Chelsea’s Syllabi
Intersectional Thought | Black Bodies | Black Women’s Activism
Seminar on Intersectional Thought
This course provides an overview of intersectionality. We begin by historically grounding intersectional frameworks in Black women’s activism and writing, which has long drawn attention to how race, class and gender mutually determine social location. We will then follow the academic evolution intersectional thought, survey suggested methodological approaches to intersectional research, and read empirical studies that employ intersectional frameworks to analyze data. The assigned readings seek to develop your sociological imagination and methodological toolkit, such that you are prepared to conduct independent research that attends to the ways in which intersecting social hierarchies yield different experiences of identity and inequality.
Emerging from critical race theory, “intersectionality” as conceived by Kimberlé Crenshaw theorizes how interrelated systems of power, particularly racism, capitalism and patriarchy, produce dilemmas for Black women that are distinct from white women and Black men.
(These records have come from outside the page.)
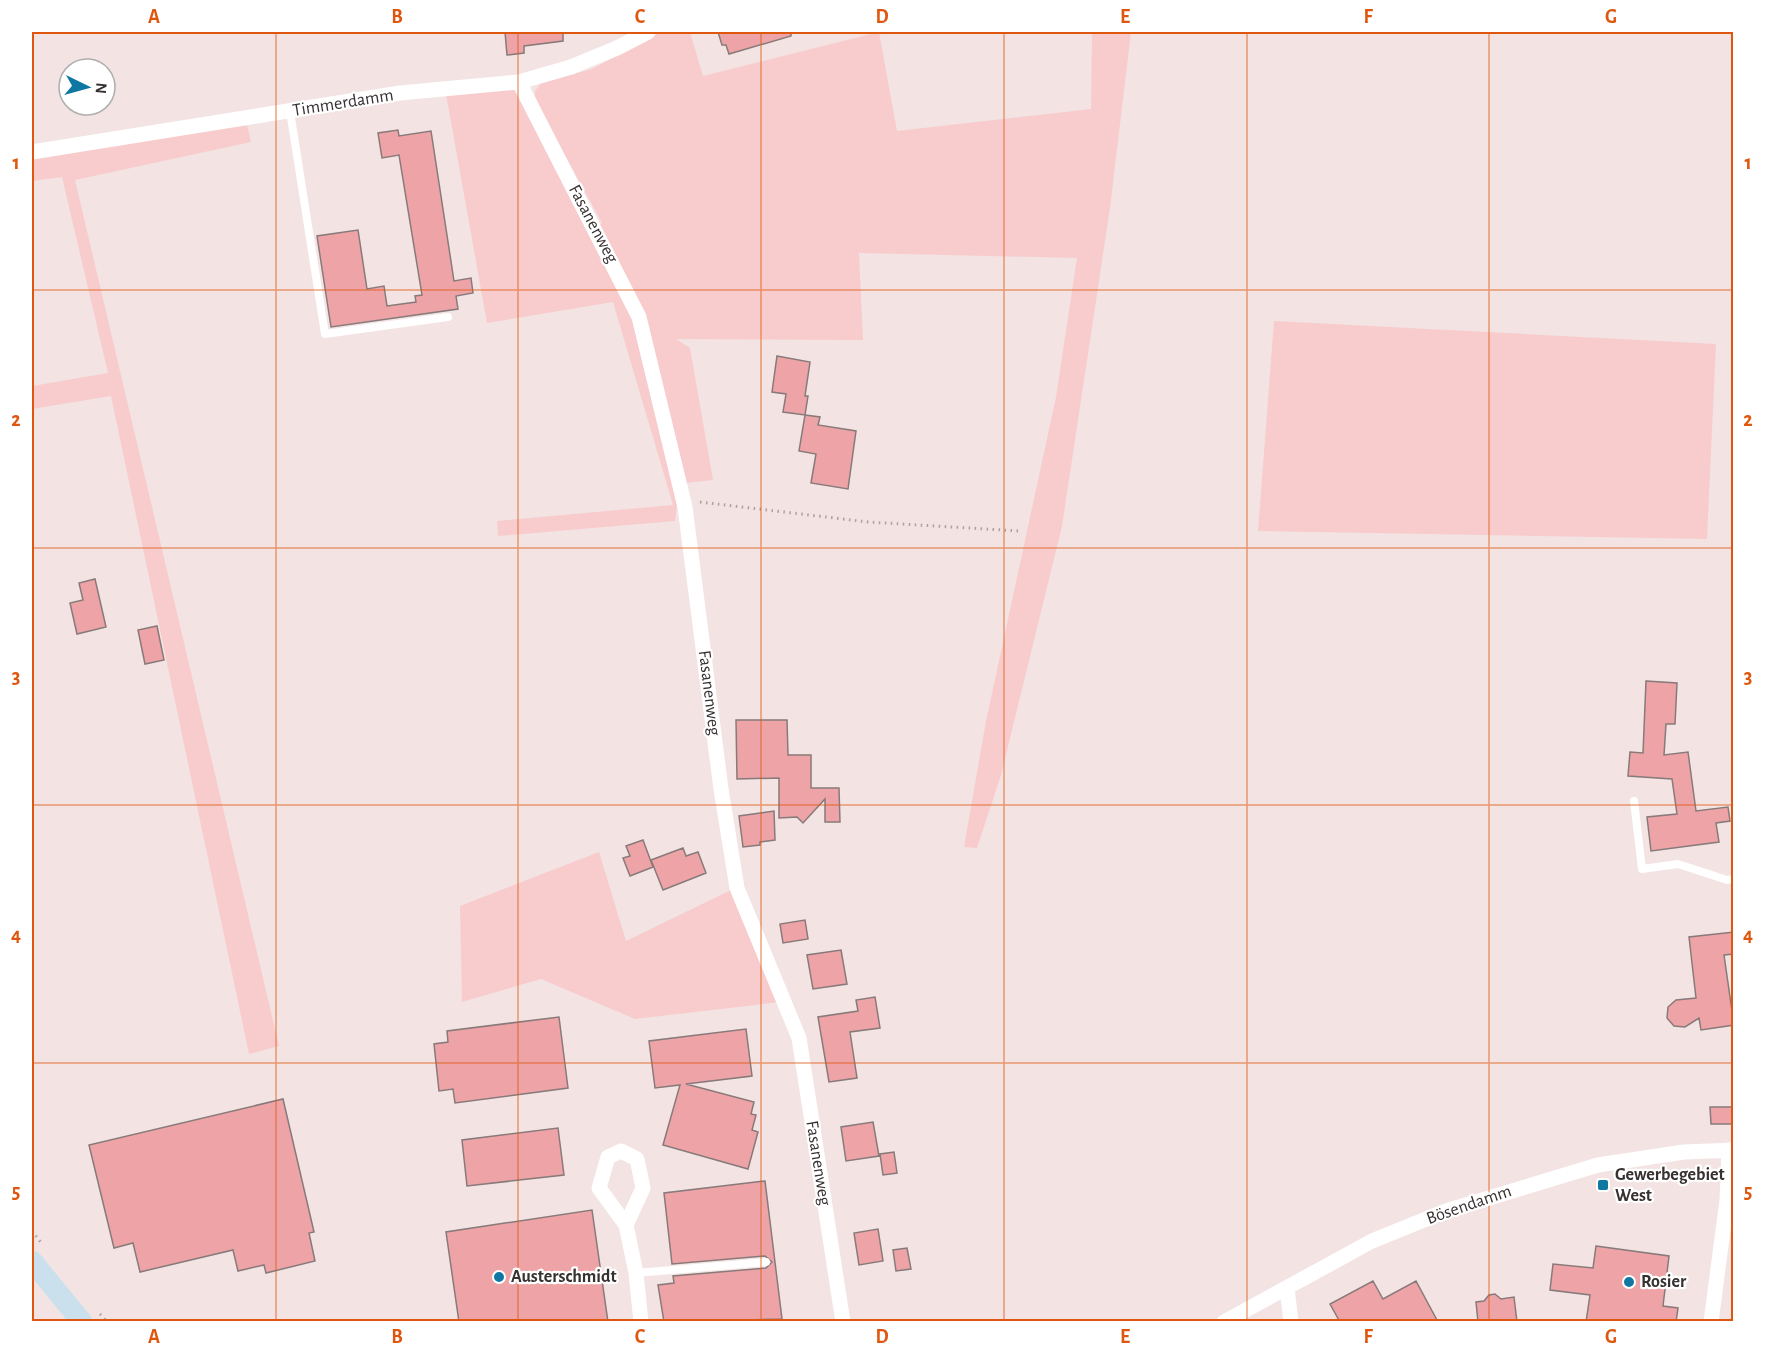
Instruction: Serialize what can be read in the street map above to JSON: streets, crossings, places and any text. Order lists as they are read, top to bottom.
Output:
{
  "streets": {
    "street": ["Timmerdamm", "Fasanenweg", "Bösendamm"]
  },
  "crossings": [
    ["Timmerdamm", "Fasanenweg"]
  ],
  "places": {
    "transit": ["Gewerbegebiet West"],
    "other": ["Austerschmidt", "Rosier"]
  },
  "north": "right",
  "grid": {
    "columns": [
      "A",
      "B",
      "C",
      "D",
      "E",
      "F",
      "G"
    ],
    "rows": [
      "1",
      "2",
      "3",
      "4",
      "5"
    ]
  }
}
A central claim of intersectionality is that race, class and gender mutually constitute everyone’s experiences—including those with axes of relative power. Thus, research about groups who are already visible in the sociological literature and/or privileged in society is enhanced when analyzed through an intersectional lens that is attentive to history, inequality, and culture. This insight has expanded intersectionality from a content specialization on Black women’s experiences into an analytical tool for conducting empirical research on a wide range of social phenomena and communities. As such, we will also read scholarship that has elaborated upon race/class/gender intersectional frameworks to consider nation, sexuality, ability, age, and more. As you examine these theories, consider how they have developed in relation to one another, that is, as critiques to address the perceived weaknesses of previous perspectives.
Seminar on Black Bodies
This course overviews sociological, historical and cultural studies on the body, with a focus Blackness form a critical and intersectional perspective. How is race embodied, and how are bodies racialized? How do gender, sexuality, size, and class mutually influence embodiment? The body is a “medium of culture,” the physical and symbolic form through which social hierarchies, control, and etiquette are played out (Bordo 1993). Dominant Western philosophies have constructed Black bodies as dangerously animalistic, less developed and morally inept. These have been used to justify Black people’s enslavement, sterilization, and societal marginalization over time. However, we will not just discuss what is frequently and has historically been done to Black bodies, but also the subjective experience of embodying our identities and the body as a site of resistance. We will attend to the latter through a series of reflective essays, wherein you will turn a critical eye to your own embodiment.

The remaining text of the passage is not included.